'''

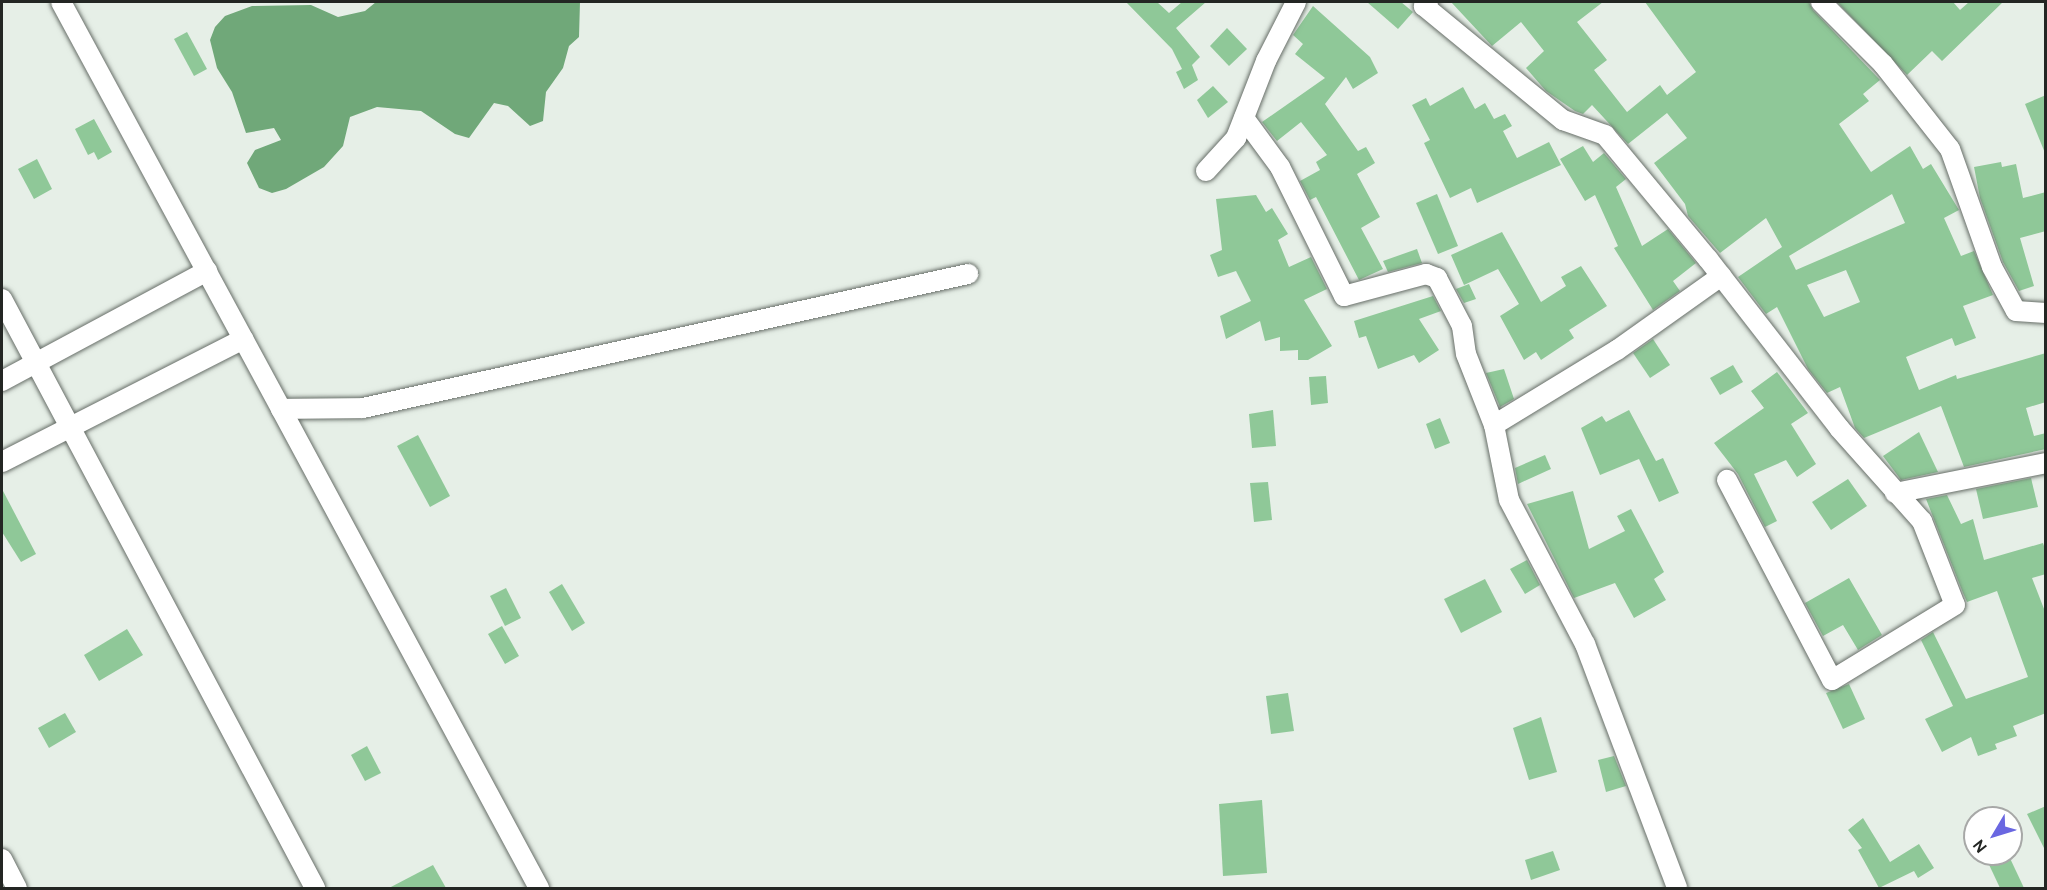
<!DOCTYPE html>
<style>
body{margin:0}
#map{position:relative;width:2047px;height:890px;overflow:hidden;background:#e6efe7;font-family:Cabin,sans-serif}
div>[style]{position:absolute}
.water>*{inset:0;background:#70a879}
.building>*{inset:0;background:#8fc898}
.roads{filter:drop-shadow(0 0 2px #676e68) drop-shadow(0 0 2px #676e68)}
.street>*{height:20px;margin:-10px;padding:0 10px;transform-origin:10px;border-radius:10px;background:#fff}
span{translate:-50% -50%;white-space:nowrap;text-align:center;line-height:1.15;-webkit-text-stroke:4.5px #fff;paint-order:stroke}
.frame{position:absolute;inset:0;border:3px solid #232623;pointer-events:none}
.north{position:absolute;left:1963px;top:806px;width:60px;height:60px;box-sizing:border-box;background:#fff;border:2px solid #a7a8a7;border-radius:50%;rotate:232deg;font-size:16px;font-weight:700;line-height:24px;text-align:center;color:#232623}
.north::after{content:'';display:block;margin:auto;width:21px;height:27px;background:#6a67e1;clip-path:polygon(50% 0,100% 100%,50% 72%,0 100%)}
</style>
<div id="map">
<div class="water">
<div style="clip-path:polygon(376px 2px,580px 2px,579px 37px,569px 46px,563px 68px,546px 92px,543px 121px,530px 126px,508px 106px,494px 103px,469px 138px,455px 134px,421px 111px,377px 107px,350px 117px,343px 146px,324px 167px,286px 189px,272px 193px,259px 188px,247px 163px,255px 150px,281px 140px,274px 128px,246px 133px,232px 92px,217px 68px,210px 40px,215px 27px,225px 16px,252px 6px,311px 5px,338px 17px,365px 11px)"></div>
</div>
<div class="building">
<div style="clip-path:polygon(1126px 2px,1157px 2px,1169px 13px,1182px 2px,1206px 2px,1176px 28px,1200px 57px,1192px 65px,1198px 80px,1184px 89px,1176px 72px,1182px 69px,1172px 49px)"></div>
<div style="clip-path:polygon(1367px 2px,1401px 2px,1413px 12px,1398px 29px)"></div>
<div style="clip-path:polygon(evenodd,1451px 2px,1603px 2px,1577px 22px,1607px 60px,1594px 70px,1627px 112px,1660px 85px,1667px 95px,1696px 72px,1645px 2px,1809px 2px,1813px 10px,1880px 80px,1863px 94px,1869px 101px,1839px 124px,1871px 172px,1910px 146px,1923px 169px,1931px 164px,1959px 210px,1944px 218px,1961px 256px,1974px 251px,1993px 295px,1963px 306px,1976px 338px,1955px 346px,1952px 338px,1906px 357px,1919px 390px,1956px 375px,1957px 379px,2046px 353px,2046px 402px,2026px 408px,2034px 436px,2046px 433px,2046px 449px,1964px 467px,1941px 406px,1864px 438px,1855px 428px,1840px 387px,1827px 393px,1808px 369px,1777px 307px,1766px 314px,1738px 277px,1782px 247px,1766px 218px,1720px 253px,1688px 216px,1685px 204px,1654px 163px,1687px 138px,1667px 113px,1628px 144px,1592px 105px,1583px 114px,1575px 111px,1546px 91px,1526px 68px,1544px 51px,1521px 22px,1492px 46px,1451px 2px,1892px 194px,1905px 223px,1796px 270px,1789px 256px,1892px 194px,1451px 2px,1846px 270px,1860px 302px,1824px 317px,1807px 285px,1846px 270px)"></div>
<div style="clip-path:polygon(1837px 2px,1953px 2px,1960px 10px,1969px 2px,2003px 2px,1942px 61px,1932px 51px,1907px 75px)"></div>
<div style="clip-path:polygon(1313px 6px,1370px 57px,1378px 73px,1353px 89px,1346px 77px,1325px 104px,1358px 151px,1366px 147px,1375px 163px,1357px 174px,1380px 217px,1361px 228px,1383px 269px,1359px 280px,1316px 197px,1310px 200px,1300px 181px,1320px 170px,1316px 162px,1327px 155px,1301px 122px,1277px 141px,1262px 122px,1325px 78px,1295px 54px,1303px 44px,1293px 35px)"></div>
<div style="clip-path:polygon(1227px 28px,1247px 49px,1229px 66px,1210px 46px)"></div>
<div style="clip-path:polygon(187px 32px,207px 69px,194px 76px,174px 39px)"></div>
<div style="clip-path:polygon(1213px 86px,1228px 102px,1208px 118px,1197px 100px)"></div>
<div style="clip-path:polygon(1463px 87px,1475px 109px,1485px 103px,1494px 119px,1505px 114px,1512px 126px,1503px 131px,1517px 158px,1549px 142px,1561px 165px,1477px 203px,1471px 188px,1450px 198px,1424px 143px,1430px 140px,1412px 105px,1426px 98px,1430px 106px)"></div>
<div style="clip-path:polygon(2046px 95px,2046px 153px,2045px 153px,2025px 104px)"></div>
<div style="clip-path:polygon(94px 119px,112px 152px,98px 160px,94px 152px,88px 155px,75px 129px)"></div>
<div style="clip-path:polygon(1583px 146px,1593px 162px,1604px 153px,1626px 179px,1616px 187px,1642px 246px,1668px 229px,1696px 263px,1673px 281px,1680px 291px,1653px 310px,1614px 248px,1618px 246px,1595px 195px,1585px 201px,1560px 159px)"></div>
<div style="clip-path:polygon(37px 159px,52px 189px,34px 199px,18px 169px)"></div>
<div style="clip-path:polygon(2001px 162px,2002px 167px,2016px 164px,2023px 198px,2046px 192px,2046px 231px,2020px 238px,2034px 286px,2019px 291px,2003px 262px,1980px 198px,1974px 167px)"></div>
<div style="clip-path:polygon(1437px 194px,1458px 246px,1438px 254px,1416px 203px)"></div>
<div style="clip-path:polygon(1256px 195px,1266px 212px,1272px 208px,1288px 234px,1278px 240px,1289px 267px,1311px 257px,1327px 289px,1304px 300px,1332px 346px,1308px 360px,1298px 360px,1298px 350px,1280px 351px,1280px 337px,1265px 341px,1260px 321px,1226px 339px,1220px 316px,1251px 301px,1236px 271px,1218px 277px,1210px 255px,1222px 250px,1216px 199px)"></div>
<div style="clip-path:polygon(1502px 232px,1541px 302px,1566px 286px,1561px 277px,1581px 266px,1607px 306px,1569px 330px,1574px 338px,1541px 360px,1536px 352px,1524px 360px,1500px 316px,1519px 304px,1498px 269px,1464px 285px,1451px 255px)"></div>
<div style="clip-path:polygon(1417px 249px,1422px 263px,1388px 272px,1383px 261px)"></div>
<div style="clip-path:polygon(1469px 284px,1476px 299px,1464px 303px,1456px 289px)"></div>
<div style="clip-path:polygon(1433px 296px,1441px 311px,1419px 319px,1439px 350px,1419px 363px,1414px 355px,1378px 369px,1366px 336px,1359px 338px,1354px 321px)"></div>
<div style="clip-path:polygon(1653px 339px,1670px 365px,1650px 378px,1633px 353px)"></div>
<div style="clip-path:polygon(1733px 365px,1743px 382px,1720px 395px,1710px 378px)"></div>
<div style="clip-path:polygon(1504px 369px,1514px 399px,1500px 407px,1486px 373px)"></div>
<div style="clip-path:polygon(1777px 372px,1808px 413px,1791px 424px,1816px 464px,1797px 477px,1786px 460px,1754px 474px,1777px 521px,1765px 527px,1738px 474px,1714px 443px,1764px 408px,1751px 391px)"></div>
<div style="clip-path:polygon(1326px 376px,1328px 403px,1311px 405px,1309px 377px)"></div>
<div style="clip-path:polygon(1273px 410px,1276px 446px,1252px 448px,1249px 414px)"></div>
<div style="clip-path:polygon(1629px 410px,1656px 461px,1663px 458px,1679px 493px,1659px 502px,1639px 459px,1600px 475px,1581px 428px,1602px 416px,1606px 422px)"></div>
<div style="clip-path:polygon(1440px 418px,1450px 443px,1435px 449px,1426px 424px)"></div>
<div style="clip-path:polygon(1919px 432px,1938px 472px,1901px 480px,1883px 456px)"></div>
<div style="clip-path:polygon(418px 435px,450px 496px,430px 507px,397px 446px)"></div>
<div style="clip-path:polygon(1545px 455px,1551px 469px,1518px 484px,1515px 468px)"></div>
<div style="clip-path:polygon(2031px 478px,2038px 507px,1983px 519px,1976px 489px)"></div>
<div style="clip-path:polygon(1848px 479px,1867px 506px,1831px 530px,1812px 502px)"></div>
<div style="clip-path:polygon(1268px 482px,1272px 520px,1254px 522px,1250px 483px)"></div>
<div style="clip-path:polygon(2px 489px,36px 554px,21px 562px,2px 532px)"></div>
<div style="clip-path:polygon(1573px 491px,1589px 549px,1625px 531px,1617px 516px,1631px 509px,1664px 572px,1654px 579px,1666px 600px,1634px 618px,1615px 583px,1574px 598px,1527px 504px)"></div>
<div style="clip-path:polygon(1947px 495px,1961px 524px,1973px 519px,1984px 560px,2043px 543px,2046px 552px,2046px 574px,2032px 578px,2046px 614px,2046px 713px,2013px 726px,2017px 736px,1995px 744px,1997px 749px,1978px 756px,1971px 737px,1942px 752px,1925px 719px,1953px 706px,1921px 640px,1933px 632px,1966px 699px,2028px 677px,1997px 591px,1967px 602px,1963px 593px,1926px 499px)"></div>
<div style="clip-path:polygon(1527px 560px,1540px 585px,1525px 594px,1510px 569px)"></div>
<div style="clip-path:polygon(1849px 578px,1882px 635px,1858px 650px,1843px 625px,1823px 636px,1805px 603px)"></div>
<div style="clip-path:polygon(1485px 579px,1502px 612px,1461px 633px,1444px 599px)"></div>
<div style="clip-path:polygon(562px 584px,585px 623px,572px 631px,549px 592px)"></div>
<div style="clip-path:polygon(506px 588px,521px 618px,505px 626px,490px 596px)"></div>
<div style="clip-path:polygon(502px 626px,519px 656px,505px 664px,488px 634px)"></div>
<div style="clip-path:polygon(127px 629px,143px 655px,99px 681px,84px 655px)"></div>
<div style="clip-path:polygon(1849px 684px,1865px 719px,1843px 729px,1826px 693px)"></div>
<div style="clip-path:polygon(1288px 693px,1294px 731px,1271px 734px,1266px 696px)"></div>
<div style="clip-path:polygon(65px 713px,76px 732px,49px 748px,38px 728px)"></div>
<div style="clip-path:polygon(1541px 717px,1557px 772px,1529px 780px,1513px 728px)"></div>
<div style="clip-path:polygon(367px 746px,381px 773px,365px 781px,351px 755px)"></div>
<div style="clip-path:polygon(1614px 756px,1626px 786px,1606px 792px,1598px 760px)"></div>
<div style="clip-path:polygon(1262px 800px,1267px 873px,1223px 876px,1219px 804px)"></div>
<div style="clip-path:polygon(2046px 806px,2046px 852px,2027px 814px)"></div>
<div style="clip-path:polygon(1863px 818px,1890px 862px,1919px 844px,1934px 868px,1918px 878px,1914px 871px,1879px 888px,1858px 850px,1862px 848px,1848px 830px)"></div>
<div style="clip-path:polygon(1553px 851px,1560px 870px,1531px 880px,1525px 860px)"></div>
<div style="clip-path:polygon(1984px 854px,2008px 854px,2024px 888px,2000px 888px)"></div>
<div style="clip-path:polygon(433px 865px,446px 888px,389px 888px)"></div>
</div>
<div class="roads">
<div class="street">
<div style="left:61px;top:2px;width:463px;rotate:61.6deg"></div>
<div style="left:281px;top:409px;width:82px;rotate:-0.7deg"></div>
<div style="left:363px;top:408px;width:620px;rotate:-12.49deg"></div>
<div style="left:1428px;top:2px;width:6px;rotate:135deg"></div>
<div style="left:1424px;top:6px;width:180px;rotate:39.4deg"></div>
<div style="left:1563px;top:120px;width:45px;rotate:19.7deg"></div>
<div style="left:1605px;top:135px;width:161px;rotate:50.3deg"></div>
<div style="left:1708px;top:259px;width:214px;rotate:52.2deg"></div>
<div style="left:1839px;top:428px;width:125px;rotate:48.3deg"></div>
<div style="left:1922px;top:521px;width:90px;rotate:68.6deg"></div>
<div style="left:1955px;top:605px;width:144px;rotate:148.6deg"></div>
<div style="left:1832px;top:680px;width:226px;rotate:-117.7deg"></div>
<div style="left:1821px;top:2px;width:88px;rotate:45deg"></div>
<div style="left:1883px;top:64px;width:108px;rotate:51.8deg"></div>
<div style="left:1950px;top:149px;width:125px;rotate:70.4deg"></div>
<div style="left:1992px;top:267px;width:50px;rotate:61.4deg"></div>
<div style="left:2016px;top:311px;width:30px;rotate:4deg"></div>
<div style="left:1244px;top:118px;width:61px;rotate:53.7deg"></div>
<div style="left:1280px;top:167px;width:144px;rotate:63.6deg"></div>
<div style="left:1344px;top:296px;width:85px;rotate:-15deg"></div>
<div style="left:1426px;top:274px;width:12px;rotate:20deg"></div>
<div style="left:1437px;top:278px;width:54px;rotate:62.5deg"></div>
<div style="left:1462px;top:326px;width:28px;rotate:82deg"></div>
<div style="left:1466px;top:354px;width:76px;rotate:68.5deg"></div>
<div style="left:1494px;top:425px;width:76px;rotate:78.7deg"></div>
<div style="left:1509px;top:500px;width:163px;rotate:62.2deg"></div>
<div style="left:1585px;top:644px;width:261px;rotate:69.3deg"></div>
<div style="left:1206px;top:171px;width:45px;rotate:-47.7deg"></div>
<div style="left:1236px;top:138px;width:83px;rotate:-68.7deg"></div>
<div style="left:1266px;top:61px;width:66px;rotate:-63deg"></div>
<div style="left:2px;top:299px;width:667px;rotate:62.01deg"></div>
<div style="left:2px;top:381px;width:233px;rotate:-28.2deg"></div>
<div style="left:281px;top:409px;width:544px;rotate:61.69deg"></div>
<div style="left:1494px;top:425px;width:144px;rotate:-31.4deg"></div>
<div style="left:1617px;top:350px;width:128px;rotate:-35.4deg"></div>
<div style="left:2px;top:462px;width:271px;rotate:-27deg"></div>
<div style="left:1895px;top:493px;width:154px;rotate:-11.2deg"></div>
<div style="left:2px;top:859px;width:33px;rotate:63deg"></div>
</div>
</div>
<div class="frame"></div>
<div class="north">N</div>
</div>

'''

# EXERCISE DESCRIPTION:
Copy nothing past the line containing "2px #676e68) drop-shadow(0": reproduce every line from the start of the records up to it, skipping pictures.

# RESPONSE BELOW:
<!DOCTYPE html>
<style>
body{margin:0}
#map{position:relative;width:2047px;height:890px;overflow:hidden;background:#e6efe7;font-family:Cabin,sans-serif}
div>[style]{position:absolute}
.water>*{inset:0;background:#70a879}
.building>*{inset:0;background:#8fc898}
.roads{filter:drop-shadow(0 0 2px #676e68) drop-shadow(0 0 2px #676e68)}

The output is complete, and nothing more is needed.